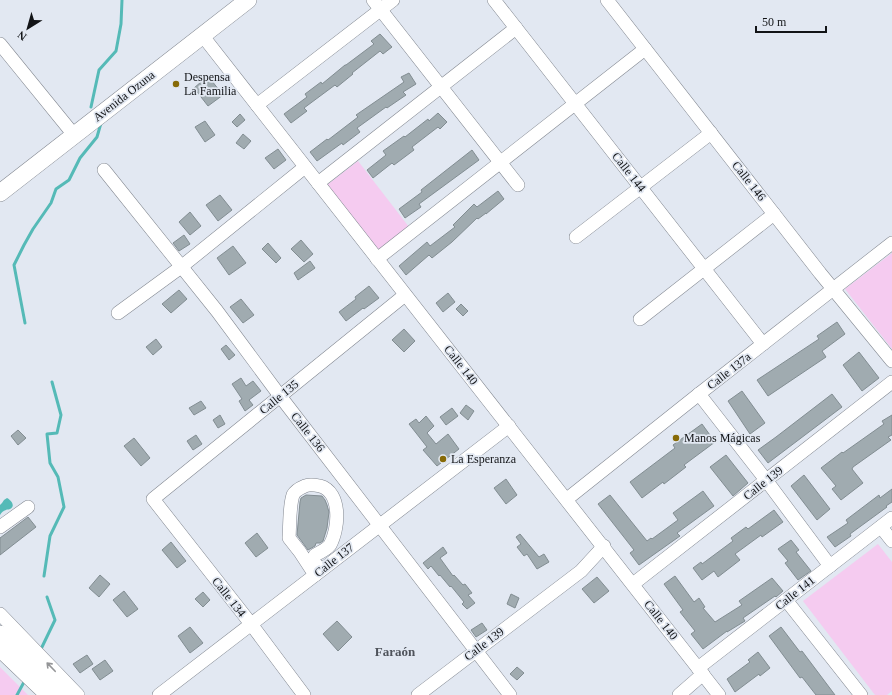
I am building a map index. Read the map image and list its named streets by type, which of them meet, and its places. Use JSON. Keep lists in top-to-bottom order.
{
  "streets": {
    "main road": ["Avenida Ozuna"],
    "street": [
      "Calle 144",
      "Calle 146",
      "Calle 140",
      "Calle 137a",
      "Calle 135",
      "Calle 136",
      "Calle 139",
      "Calle 137",
      "Calle 141",
      "Calle 134"
    ]
  },
  "crossings": [
    ["Avenida Ozuna", "Calle 140"],
    ["Calle 144", "Calle 137a"],
    ["Calle 146", "Calle 137a"],
    ["Calle 140", "Calle 137a"],
    ["Calle 140", "Calle 135"],
    ["Calle 140", "Calle 139"],
    ["Calle 140", "Calle 137"],
    ["Calle 140", "Calle 141"],
    ["Calle 135", "Calle 136"],
    ["Calle 135", "Calle 134"],
    ["Calle 136", "Calle 139"],
    ["Calle 136", "Calle 137"],
    ["Calle 137", "Calle 134"]
  ],
  "districts": ["Faraón"],
  "places": ["Despensa La Familia", "Manos Mágicas", "La Esperanza"],
  "scale_bar": "50 m",
  "north": "bottom left"
}
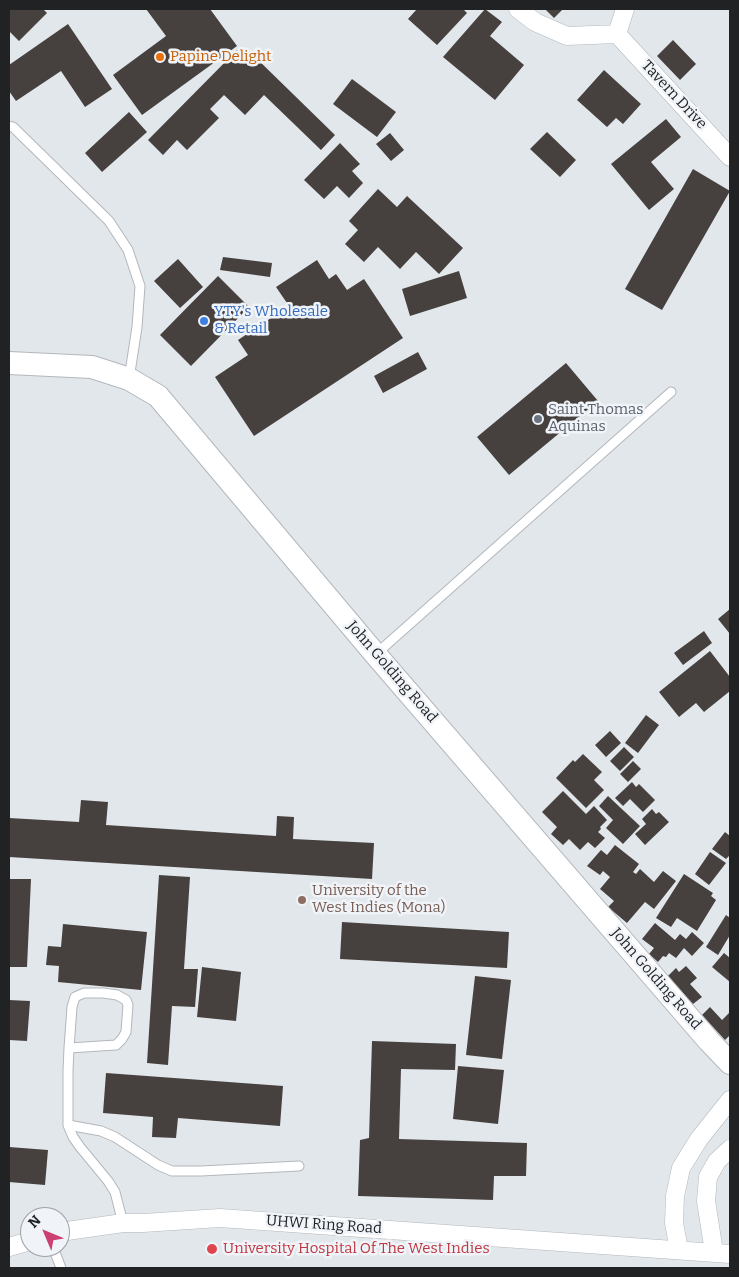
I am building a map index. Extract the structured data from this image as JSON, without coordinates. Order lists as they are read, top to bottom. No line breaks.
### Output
{"streets":{"street":["Tavern Drive","John Golding Road","UHWI Ring Road"]},"places":["Papine Delight","YTY's Wholesale & Retail","Saint Thomas Aquinas","University of the West Indies (Mona)","University Hospital Of The West Indies"],"north":"top left"}
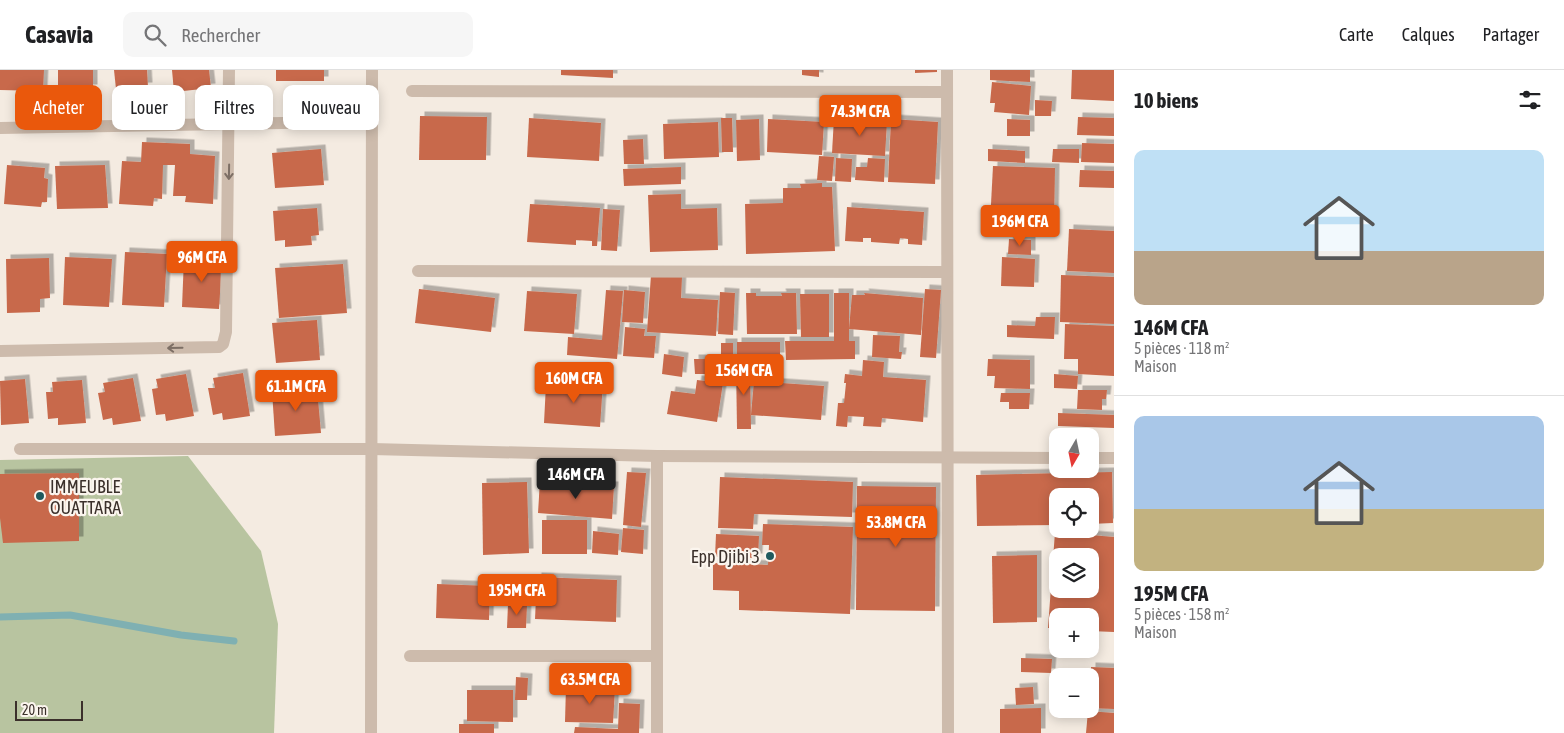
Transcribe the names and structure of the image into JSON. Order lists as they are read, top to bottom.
{
  "places": ["IMMEUBLE OUATTARA", "Epp Djibi 3"],
  "scale_bar": "20 m",
  "north": "bottom",
  "page": {
    "header": "Casavia",
    "search": "Rechercher",
    "nav": ["Carte", "Calques", "Partager"],
    "heading": "10 biens",
    "chip": [
      "Acheter",
      "Louer",
      "Filtres",
      "Nouveau"
    ],
    "price": [
      "74.3M CFA",
      "196M CFA",
      "96M CFA",
      "156M CFA",
      "160M CFA",
      "61.1M CFA",
      "146M CFA",
      "53.8M CFA",
      "195M CFA",
      "63.5M CFA"
    ],
    "list": [
      {
        "name": "146M CFA",
        "note": "5 pièces · 118 m² · Maison"
      },
      {
        "name": "195M CFA",
        "note": "5 pièces · 158 m² · Maison"
      }
    ],
    "map_buttons": ["+", "−"],
    "scale": "20 m"
  }
}
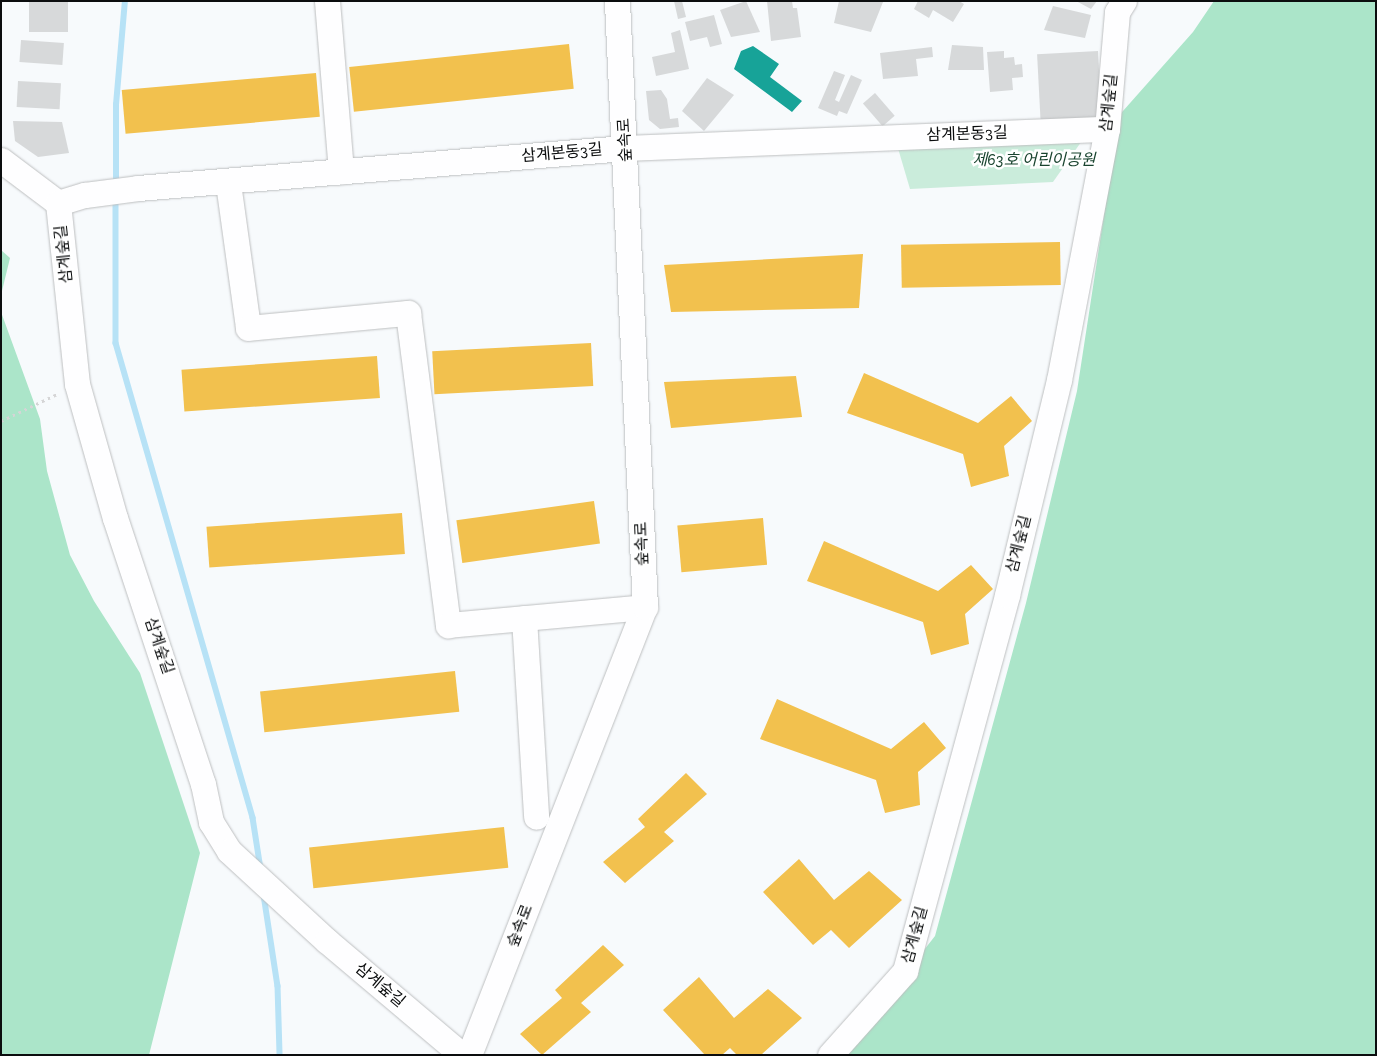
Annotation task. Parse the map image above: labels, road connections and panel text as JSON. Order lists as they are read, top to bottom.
____________________
→ **Directions for this task**:
The records above must be printed exactly, but the pictures they hold should be omitted.

→ **Problem solution**:
I am building a map index. Read the map image and list its named streets by type, which of them meet, and its places. Use JSON. Keep lists in top-to-bottom order.
{
  "streets": {
    "main road": ["Avenida Ozuna"],
    "street": [
      "Calle 144",
      "Calle 146",
      "Calle 140",
      "Calle 137a",
      "Calle 135",
      "Calle 136",
      "Calle 139",
      "Calle 137",
      "Calle 141",
      "Calle 134"
    ]
  },
  "crossings": [
    ["Avenida Ozuna", "Calle 140"],
    ["Calle 144", "Calle 137a"],
    ["Calle 146", "Calle 137a"],
    ["Calle 140", "Calle 137a"],
    ["Calle 140", "Calle 135"],
    ["Calle 140", "Calle 139"],
    ["Calle 140", "Calle 137"],
    ["Calle 140", "Calle 141"],
    ["Calle 135", "Calle 136"],
    ["Calle 135", "Calle 134"],
    ["Calle 136", "Calle 139"],
    ["Calle 136", "Calle 137"],
    ["Calle 137", "Calle 134"]
  ],
  "districts": ["Faraón"],
  "places": ["Despensa La Familia", "Manos Mágicas", "La Esperanza"],
  "scale_bar": "50 m",
  "north": "bottom left"
}
I am building a map index. Extract the structured data from this image as JSON, without coordinates. Order lists as they are read, top to bottom. No line breaks.
### Output
{"streets":{"street":["Tavern Drive","John Golding Road","UHWI Ring Road"]},"places":["Papine Delight","YTY's Wholesale & Retail","Saint Thomas Aquinas","University of the West Indies (Mona)","University Hospital Of The West Indies"],"north":"top left"}
Transcribe the names and structure of the image into JSON. Order lists as they are read, top to bottom.
{
  "places": ["IMMEUBLE OUATTARA", "Epp Djibi 3"],
  "scale_bar": "20 m",
  "north": "bottom",
  "page": {
    "header": "Casavia",
    "search": "Rechercher",
    "nav": ["Carte", "Calques", "Partager"],
    "heading": "10 biens",
    "chip": [
      "Acheter",
      "Louer",
      "Filtres",
      "Nouveau"
    ],
    "price": [
      "74.3M CFA",
      "196M CFA",
      "96M CFA",
      "156M CFA",
      "160M CFA",
      "61.1M CFA",
      "146M CFA",
      "53.8M CFA",
      "195M CFA",
      "63.5M CFA"
    ],
    "list": [
      {
        "name": "146M CFA",
        "note": "5 pièces · 118 m² · Maison"
      },
      {
        "name": "195M CFA",
        "note": "5 pièces · 158 m² · Maison"
      }
    ],
    "map_buttons": ["+", "−"],
    "scale": "20 m"
  }
}
Annotation task. Parse the map image above: labels, road connections and panel text as JSON. Order lists as they are read, top to bottom.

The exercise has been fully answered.